Personal: El Khannouss ist noch beim Afrika Cup. Als Leistungsträger steht dem VfB auch weiterhin Tiago Tomás nicht zur Verfügung. Bei Union fehlten vor der Augsburg-Partie vier Profis.

Besonderes: In der Saison 2018/19 standen sich die beiden Teams in der Relegation gegenüber - mit dem besseren Ende für die Unioner, die den Abstieg des VfB besiegelten.

FC Augsburg - SC Freiburg (17.30 Uhr/DAZN)

Situation: Augsburg steckt als Hinrunden-15. mitten im Abstiegskampf.
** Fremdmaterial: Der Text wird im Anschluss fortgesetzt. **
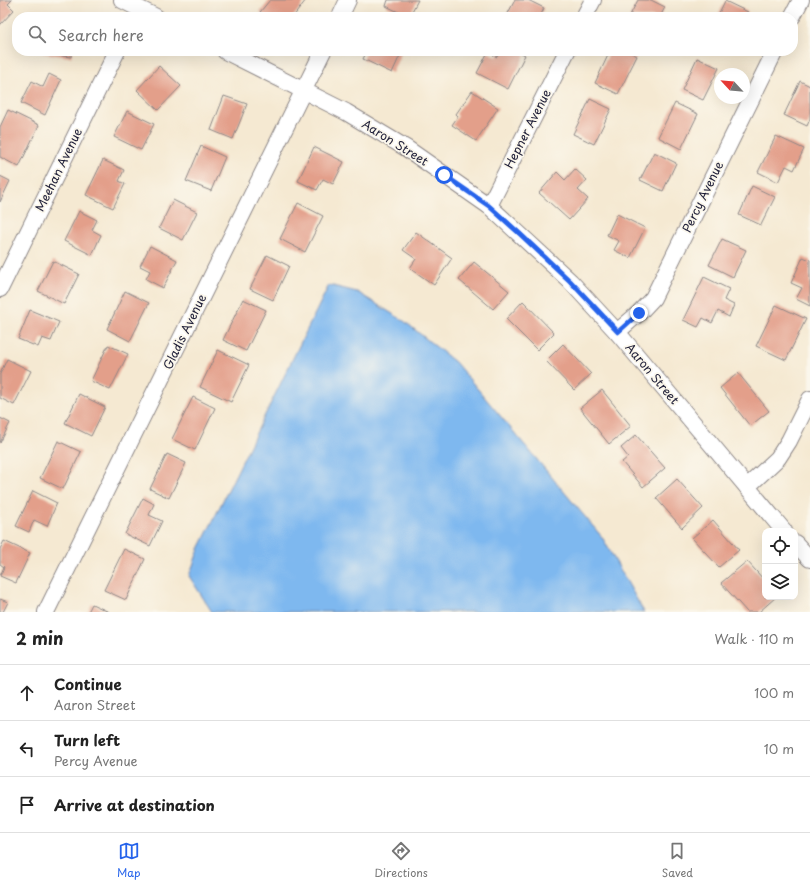 <!DOCTYPE html>
<html lang="en">
<head>
<meta charset="utf-8">
<style>
  :root { --surface:#fff; --page:#f2f2f2; --text:#222; --muted:#767676; --line:#e0e0e0; --accent:#2563eb }
  body { margin:0; font-family:"Playpen Sans",sans-serif; background:var(--page); color:var(--text) }
  .controls { position:absolute; right:12px; bottom:12px; display:grid; overflow:hidden; border-radius:8px; box-shadow:0 4px 16px #0002 }
  .controls button { width:36px; height:36px; display:grid; place-items:center; padding:0; border:0; border-bottom:1px solid var(--line); background:var(--surface); color:var(--text); font:20px sans-serif }
  .compass { position:absolute; left:714px; top:68px; width:36px; height:36px; border-radius:50%; background:var(--surface); box-shadow:0 4px 16px #0002; rotate:296deg }
  .stop { position:absolute; width:12px; height:12px; margin:-9px; border:3px solid #2563eb; border-radius:50%; background:#fff }
  .stop.end { background:#2563eb; border-color:#fff; box-shadow:0 1px 4px #0008 }
  .list { margin:0; padding:0; list-style:none }
  h2 { display:flex; justify-content:space-between; align-items:center; height:52px; margin:0; padding:0 16px; font-size:17px }
  h2 small { font-size:13px; font-weight:400; color:var(--muted) }
  .list li { display:grid; grid-template-columns:26px 1fr auto; gap:12px; align-items:center; box-sizing:border-box; height:56px; padding:0 16px; border-top:1px solid var(--line) }
  .list b { display:block; font-size:15px; white-space:nowrap }
  .list p { margin:0; font-size:13px; white-space:nowrap; color:var(--muted) }
  .list em { font-size:13px; font-style:normal; color:var(--muted) }
  .icon { flex:none; width:22px; height:22px; fill:none; stroke:currentColor; stroke-width:2; stroke-linecap:round; stroke-linejoin:round }
  .map { position:relative; flex:none; width:810px; height:612px; overflow:hidden }
  .search { position:absolute; background:var(--surface); box-shadow:0 4px 16px #0002; left:12px; right:12px; top:12px; height:44px; display:flex; align-items:center; gap:10px; box-sizing:border-box; padding:0 14px; border-radius:16px; color:var(--muted); font-size:15px }
  .sheet { height:220px; background:var(--surface) }
  nav { display:flex; justify-content:space-around; align-items:center; box-sizing:border-box; height:56px; border-top:1px solid var(--line); background:var(--surface); font-size:11px; color:var(--muted) }
  nav a { display:grid; justify-items:center; gap:2px }
  nav .on { color:var(--accent) }
  .map>svg:first-child { display:block }
  .water { fill:#7eb8ef; stroke:#506d95 }
  .building { fill:#e39f8a }
  .lines { fill:none; stroke-linecap:round; stroke-linejoin:round }
  .minor-casing { stroke:#8c8686; stroke-width:18 }
  .minor { stroke:#fff; stroke-width:16 }
  .route { stroke:#2563eb; stroke-width:5 }
  .labels { text-anchor:middle; stroke-width:3.5; stroke-linejoin:round; paint-order:stroke }
  .street-label { font-size:12px; fill:#22223b; stroke:#fbf7ec }
</style>
</head>
<body>
<div class="map">
<svg width="810" height="612" viewBox="0 0 810 612">
  <rect width="100%" height="100%" fill="#fbf7ec"/>
  <filter id="ink" filterUnits="userSpaceOnUse"><feTurbulence type="fractalNoise" baseFrequency=".025" numOctaves="2"/><feDisplacementMap in="SourceGraphic" scale="8" xChannelSelector="R" yChannelSelector="G"/><feConvolveMatrix kernelMatrix="1 2 1 2 8 2 1 2 1" color-interpolation-filters="sRGB"/></filter>
  <filter id="wash" filterUnits="userSpaceOnUse"><feTurbulence type="fractalNoise" baseFrequency=".012" numOctaves="4" result="noise"/><feDisplacementMap in="SourceGraphic" scale="16" xChannelSelector="R" yChannelSelector="G"/><feGaussianBlur stdDeviation="0.9" result="paint"/><feColorMatrix in="noise" values="0 0 0 0 0 0 0 0 0 0 0 0 0 0 0 0 0 1.4 0 .05"/><feComposite in="paint" operator="in"/></filter>
  <g filter="url(#wash)">
    <rect width="100%" height="100%" fill="#f5e9d2"/>
    <path class="water" d="M329 285 357 292 404 321 455 362 602 537 644 612H212L189 576 199 549Z"/>
    <g id="blocks">
      <g class="building">
        <path d="M0 0H12L8 4 14 10 0 25Z"/>
        <path d="M270 0H306L293 17H267L260 12Z"/>
        <path d="M388 0H418L409 17 386 6Z"/>
        <path d="M515 0H528L544 8 540 17H506Z"/>
        <path d="M638 0H651L665 7 660 17H629Z"/>
        <path d="M725 1 748 12 745 17H717Z"/>
        <path d="M42 51H72L71 57 42 53Z"/>
        <path d="M367 51H402L392 73 363 59Z"/>
        <path d="M500 51H518L525 55 508 89 477 73 488 52 497 57Z"/>
        <path d="M610 51H628L637 56 618 94 595 83Z"/>
        <path d="M697 58 719 68 703 100 682 90Z"/>
        <path d="M159 66 181 86 158 110 137 90Z"/>
        <path d="M49 74 61 80 45 115 21 103 32 81 43 87Z"/>
        <path d="M800 81 810 86V119L807 126 784 115Z"/>
        <path d="M472 91 498 108 476 141 452 125 458 116 456 114Z"/>
        <path d="M224 96 247 104 233 139 211 130Z"/>
        <path d="M590 99 611 109 594 144 573 134Z"/>
        <path d="M675 103 698 114 681 149 658 137Z"/>
        <path d="M8 110 39 125 19 167 0 157V127Z"/>
        <path d="M127 111 154 124 141 150 114 137Z"/>
        <path d="M776 136 804 149 794 170 786 166 778 182 758 172Z"/>
        <path d="M201 146 225 157 211 191 186 181Z"/>
        <path d="M314 147 344 162 333 184 323 179 317 190 298 181Z"/>
        <path d="M654 152 676 163 663 191 640 180Z"/>
        <path d="M103 160 124 170 119 181 125 184 113 208 86 195Z"/>
        <path d="M575 169 587 180 578 190 588 199 569 220 539 193 557 172 565 180Z"/>
        <path d="M0 176 10 181 0 202Z"/>
        <path d="M752 186 775 197 761 225 739 215Z"/>
        <path d="M173 200 197 212 183 240 159 228Z"/>
        <path d="M298 203 323 216 305 252 280 239Z"/>
        <path d="M79 211 97 220 92 230 101 235 92 255 64 241Z"/>
        <path d="M617 214 645 228 630 258 614 250 619 241 607 235Z"/>
        <path d="M416 232 452 258 434 285 410 268 416 259 403 250Z"/>
        <path d="M722 239 746 250 733 277 709 265Z"/>
        <path d="M150 246 177 260 163 288 146 279 150 271 140 266Z"/>
        <path d="M267 255 289 266 273 300 250 289Z"/>
        <path d="M803 257 810 260V306L796 299 802 288 791 283Z"/>
        <path d="M53 261 79 274 64 304 38 291Z"/>
        <path d="M474 262 509 291 493 309 459 280Z"/>
        <path d="M704 277 729 289 724 300 734 305 729 317 718 311 712 323 703 318 698 327 683 320Z"/>
        <path d="M125 291 149 303 130 341 107 329Z"/>
        <path d="M243 299 266 310 246 351 223 340Z"/>
        <path d="M523 301 554 333 537 350 506 319Z"/>
        <path d="M776 305 806 319 786 360 756 346Z"/>
        <path d="M30 310 59 322 51 341 42 338 38 347 18 339Z"/>
        <path d="M563 344 591 374 574 390 546 361Z"/>
        <path d="M108 345 128 354 110 390 91 381Z"/>
        <path d="M218 350 249 365 231 402 200 387Z"/>
        <path d="M7 359 31 371 14 405 0 398V374Z"/>
        <path d="M738 373 769 411 750 426 720 388Z"/>
        <path d="M602 390 631 426 609 444 580 408Z"/>
        <path d="M79 394 105 407 91 436 65 423Z"/>
        <path d="M193 397 215 408 195 450 172 439Z"/>
        <path d="M0 418 10 423 0 443Z"/>
        <path d="M636 435 665 468 643 487 622 462 628 457 621 448Z"/>
        <path d="M58 441 81 452 63 489 40 478Z"/>
        <path d="M167 454 186 463 169 498 150 489Z"/>
        <path d="M677 479 703 508 682 528 656 498Z"/>
        <path d="M33 491 57 503 47 526 34 520 29 532 16 526Z"/>
        <path d="M143 498 154 504 149 515 162 521 150 546 125 534Z"/>
        <path d="M713 520 739 550 719 567 692 538Z"/>
        <path d="M4 541 30 553 16 583 0 576 4 567 0 564V549Z"/>
        <path d="M124 549 145 559 126 600 104 590Z"/>
        <path d="M747 561 765 581V597H776L759 612H747L721 583Z"/>
        <path d="M0 599 8 602 3 612H0Z"/>
        <path d="M92 604 109 612H88Z"/>
      </g>
    </g>
  </g>
  <g filter="url(#ink)">
    <use href="#blocks" fill-opacity="0" stroke="#8c8686" stroke-width="1"/>
    <g class="lines">
      <defs>
        <g id="minor">
          <path d="M122 0 156 17"/>
          <path d="M340 17 348 0"/>
          <path d="M584 17 593 0"/>
          <path d="M792 17 801 0"/>
          <path d="M225 51 346 112 406 148 489 206 570 281 617 332 784 531"/>
          <path d="M489 206 567 51"/>
          <path d="M0 289 117 51"/>
          <path d="M617 332 639 313 653 298 775 51"/>
          <path d="M747 487 778 458 789 441 810 399"/>
          <path d="M795 543 810 559"/>
          <path d="M46 612 323 51"/>
        </g>
      </defs>
      <use href="#minor" class="minor-casing"/>
      <use href="#minor" class="minor"/>
    </g>
  </g>
  <g class="lines" filter="url(#ink)">
    <path class="route" d="M444 175 489 206 519 233 570 281 618 332 639 313"/>
  </g>
  <g class="labels">
    <g class="street-label">
      <text transform="translate(528 129) rotate(-63)" y="4">Hepner Avenue</text>
      <text transform="translate(395 143) rotate(32)" y="4">Aaron Street</text>
      <text transform="translate(59 170) rotate(-64)" y="4">Meehan Avenue</text>
      <text transform="translate(703 197) rotate(-64)" y="4">Percy Avenue</text>
      <text transform="translate(185 332) rotate(-64)" y="4">Gladis Avenue</text>
      <text transform="translate(652 374) rotate(50)" y="4">Aaron Street</text>
    </g>
  </g>
</svg>
<div class="controls">
<button><svg class="icon" aria-label="locate" viewBox="0 0 24 24"><circle cx="12" cy="12" r="6"/><path d="M12 2v4M12 18v4M2 12h4M18 12h4"/></svg></button>
<button><svg class="icon" aria-label="layers" viewBox="0 0 24 24"><path d="M12 4l9 5-9 5-9-5zM3 14l9 5 9-5"/></svg></button>
</div>
<svg class="compass" viewBox="-18 -18 36 36"><path d="M0-13l5 13h-10z" fill="#e53935"/><path d="M0 13l5-13h-10z" fill="#767676"/></svg>
<div class="stop" style="left:444px;top:175px"></div>
<div class="stop end" style="left:639px;top:313px"></div>
<div class="search"><svg class="icon" aria-label="search" viewBox="0 0 24 24"><circle cx="10" cy="10" r="6"/><path d="M15 15l6 6"/></svg>Search here</div>
</div>
<section class="sheet">
<h2>2 min<small>Walk · 110 m</small></h2>
<ul class="list">
<li><svg class="icon" aria-label="ahead" viewBox="0 0 24 24"><path d="M12 20V5M6 11l6-6 6 6"/></svg><div><b>Continue</b><p>Aaron Street</p></div><em>100 m</em></li>
<li><svg class="icon" aria-label="left" viewBox="0 0 24 24"><path d="M17 20v-9H6M10 6l-5 5 5 5"/></svg><div><b>Turn left</b><p>Percy Avenue</p></div><em>10 m</em></li>
<li><svg class="icon" aria-label="arrive" viewBox="0 0 24 24"><path d="M6 21V4h12l-3 4 3 4H6"/></svg><div><b>Arrive at destination</b></div></li>
</ul>
</section>
<nav>
<a class="on"><svg class="icon" aria-label="map" viewBox="0 0 24 24"><path d="M3 6l6-2 6 2 6-2v14l-6 2-6-2-6 2zM9 4v14M15 6v14"/></svg>Map</a>
<a><svg class="icon" aria-label="directions" viewBox="0 0 24 24"><path d="M12 3l9 9-9 9-9-9zM9 14v-3h6M13 9l2 2-2 2"/></svg>Directions</a>
<a><svg class="icon" aria-label="saved" viewBox="0 0 24 24"><path d="M7 4h10v16l-5-4-5 4z"/></svg>Saved</a>
</nav>
</body>
</html>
Die Freiburger können als Achter noch Richtung Europapokalplätze blicken.

Statistik: Trotz des späten 1:1-Gegentores gegen Union Berlin am Donnerstagabend ist der FCA unter Trainer Manuel Baum wieder heimstärker. Es gab neben dem Sieg gegen Bayer Leverkusen zwei Unentschieden.

Personal: Viel ändern zum 1:1 gegen Union Berlin dürfte FCA-Coach Baum nicht. Er könnte aber auch auf frische Kräfte setzen. Die Freiburger können wieder auf Abwehrchef Ginter bauen, Nebenmann Lienhart fehlt weiter.

Besonderes: Augsburg-Rückkehrer Gregoritsch trifft auf seinen Ex-Club, für den er bis zum vergangenen Sommer drei Jahre auflief - größtenteils erfolgreich.